Le ulcere cutanee croniche incidono pesantemente sulla qualità della vita di chi ne soffre e complicano non poco i percorsi di assistenza, tanto da richiedere un approccio sempre più integrato tra le diverse figure professionali. Ed è proprio su questo che si sono confrontati, per l’intera giornata, gli specialisti intervenuti al congresso: protocolli clinici aggiornati, strategie di gestione condivisa e la ricerca di una maggiore continuità nell’assistenza sono stati i fili conduttori degli interventi, con l’obiettivo dichiarato di superare la frammentazione delle competenze tra medici, infermieri, riabilitatori e figure organizzative.

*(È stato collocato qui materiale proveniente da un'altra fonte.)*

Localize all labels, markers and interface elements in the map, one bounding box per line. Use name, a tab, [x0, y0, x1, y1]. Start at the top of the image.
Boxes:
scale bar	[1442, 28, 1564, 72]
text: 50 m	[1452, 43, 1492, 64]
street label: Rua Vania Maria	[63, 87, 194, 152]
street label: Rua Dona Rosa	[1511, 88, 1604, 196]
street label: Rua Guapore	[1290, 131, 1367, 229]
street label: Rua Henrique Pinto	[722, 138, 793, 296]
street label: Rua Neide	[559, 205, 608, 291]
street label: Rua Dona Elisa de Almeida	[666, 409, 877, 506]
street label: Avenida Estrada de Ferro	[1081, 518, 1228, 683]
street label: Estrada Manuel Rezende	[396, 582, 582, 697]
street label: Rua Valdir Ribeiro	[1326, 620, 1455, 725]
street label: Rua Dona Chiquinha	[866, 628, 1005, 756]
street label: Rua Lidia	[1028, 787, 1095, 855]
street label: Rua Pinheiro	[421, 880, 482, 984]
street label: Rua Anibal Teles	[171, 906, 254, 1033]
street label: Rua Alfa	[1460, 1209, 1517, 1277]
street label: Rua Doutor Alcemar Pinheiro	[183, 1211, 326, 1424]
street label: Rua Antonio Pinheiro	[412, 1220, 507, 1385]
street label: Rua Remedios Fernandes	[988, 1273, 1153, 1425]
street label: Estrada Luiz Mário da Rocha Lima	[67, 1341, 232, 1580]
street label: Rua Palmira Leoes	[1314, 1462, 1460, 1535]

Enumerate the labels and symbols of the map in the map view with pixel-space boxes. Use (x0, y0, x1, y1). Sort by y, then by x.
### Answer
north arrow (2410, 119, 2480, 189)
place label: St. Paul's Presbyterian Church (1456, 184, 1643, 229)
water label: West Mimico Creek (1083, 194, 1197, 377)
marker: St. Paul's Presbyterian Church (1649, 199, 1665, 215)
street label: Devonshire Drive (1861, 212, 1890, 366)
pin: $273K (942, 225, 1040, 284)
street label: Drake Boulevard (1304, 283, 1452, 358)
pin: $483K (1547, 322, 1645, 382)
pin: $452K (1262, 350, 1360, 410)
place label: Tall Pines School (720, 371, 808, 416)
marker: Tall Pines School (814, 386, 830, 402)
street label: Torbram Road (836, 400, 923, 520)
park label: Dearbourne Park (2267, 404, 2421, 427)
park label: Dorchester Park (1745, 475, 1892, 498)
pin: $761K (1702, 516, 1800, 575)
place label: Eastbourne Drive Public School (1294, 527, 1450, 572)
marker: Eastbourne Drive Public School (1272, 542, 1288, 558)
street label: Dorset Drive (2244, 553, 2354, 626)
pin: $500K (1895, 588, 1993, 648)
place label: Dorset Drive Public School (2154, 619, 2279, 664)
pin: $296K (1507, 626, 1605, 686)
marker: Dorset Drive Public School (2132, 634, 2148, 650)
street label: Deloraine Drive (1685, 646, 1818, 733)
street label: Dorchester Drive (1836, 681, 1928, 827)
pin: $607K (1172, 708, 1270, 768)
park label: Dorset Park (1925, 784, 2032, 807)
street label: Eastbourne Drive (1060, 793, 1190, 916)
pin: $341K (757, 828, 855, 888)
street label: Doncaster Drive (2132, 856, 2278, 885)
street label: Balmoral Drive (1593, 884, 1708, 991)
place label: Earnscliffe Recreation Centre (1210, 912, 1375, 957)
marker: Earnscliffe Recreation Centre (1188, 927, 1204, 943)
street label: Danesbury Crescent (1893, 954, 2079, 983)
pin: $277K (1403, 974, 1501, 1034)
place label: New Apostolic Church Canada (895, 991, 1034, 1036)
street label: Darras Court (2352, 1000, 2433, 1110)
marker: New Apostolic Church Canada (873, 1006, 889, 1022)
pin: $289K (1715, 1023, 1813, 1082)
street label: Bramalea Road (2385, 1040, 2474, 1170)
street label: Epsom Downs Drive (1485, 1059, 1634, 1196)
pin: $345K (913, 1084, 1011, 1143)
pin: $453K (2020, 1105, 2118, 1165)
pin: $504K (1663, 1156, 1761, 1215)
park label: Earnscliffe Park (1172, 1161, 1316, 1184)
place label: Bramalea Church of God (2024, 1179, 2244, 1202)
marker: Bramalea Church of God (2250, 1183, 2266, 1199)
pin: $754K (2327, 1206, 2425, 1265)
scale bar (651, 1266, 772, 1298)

Ampio spazio è stato riservato alle tecniche più avanzate per la gestione delle lesioni, dalla wound bed preparation al modello TIME, passando per le medicazioni evolute, la terapia a pressione negativa e i più recenti percorsi di medicina rigenerativa. Non sono mancati approfondimenti su questioni che nella pratica quotidiana fanno spesso la differenza, come la prevenzione delle infezioni, l’igiene ambientale, il supporto nutrizionale e la comunicazione con il paziente, oltre al ruolo, spesso sottovalutato, del caregiver all’interno del percorso di cura. Alle relazioni si sono affiancati momenti di confronto su casi clinici concreti ed esercitazioni pratiche, utili a trasferire da subito nella realtà assistenziale quanto appreso in aula.
A guidare la responsabilità scientifica dell’iniziativa è stata la Dott.ssa Grazia Giardinelli, alla testa di una faculty composta dalla Dott.ssa Claudia Colombarini, dal Dott. Giuseppe Massimiliano De Luca e dal Dott. Antonio Mirro. Il congresso è stato organizzato da Medical Grace Academy della Dott.ssa Grazia Giardinelli, con il Provider ECM CIRLAGE dell’Università degli Studi di Bari Aldo Moro, e si è svolto con il contributo non condizionante dell’Associazione Welfare a Levante e di Christeyns, azienda internazionale che opera nel settore dell’igiene professionale e sanitaria.
Accreditato con 8 crediti formativi ECM, l’evento ha coinvolto medici, infermieri, podologi, farmacisti, fisioterapisti, tecnici ortopedici e operatori socio-sanitari, confermandosi un appuntamento di alto profilo per l’aggiornamento specialistico. Una giornata che ha ribadito, ancora una volta, quanto la formazione continua e la collaborazione tra professionisti restino elementi imprescindibili per migliorare la gestione delle lesioni cutanee croniche e garantire ai pazienti fragili percorsi di cura sempre più efficaci.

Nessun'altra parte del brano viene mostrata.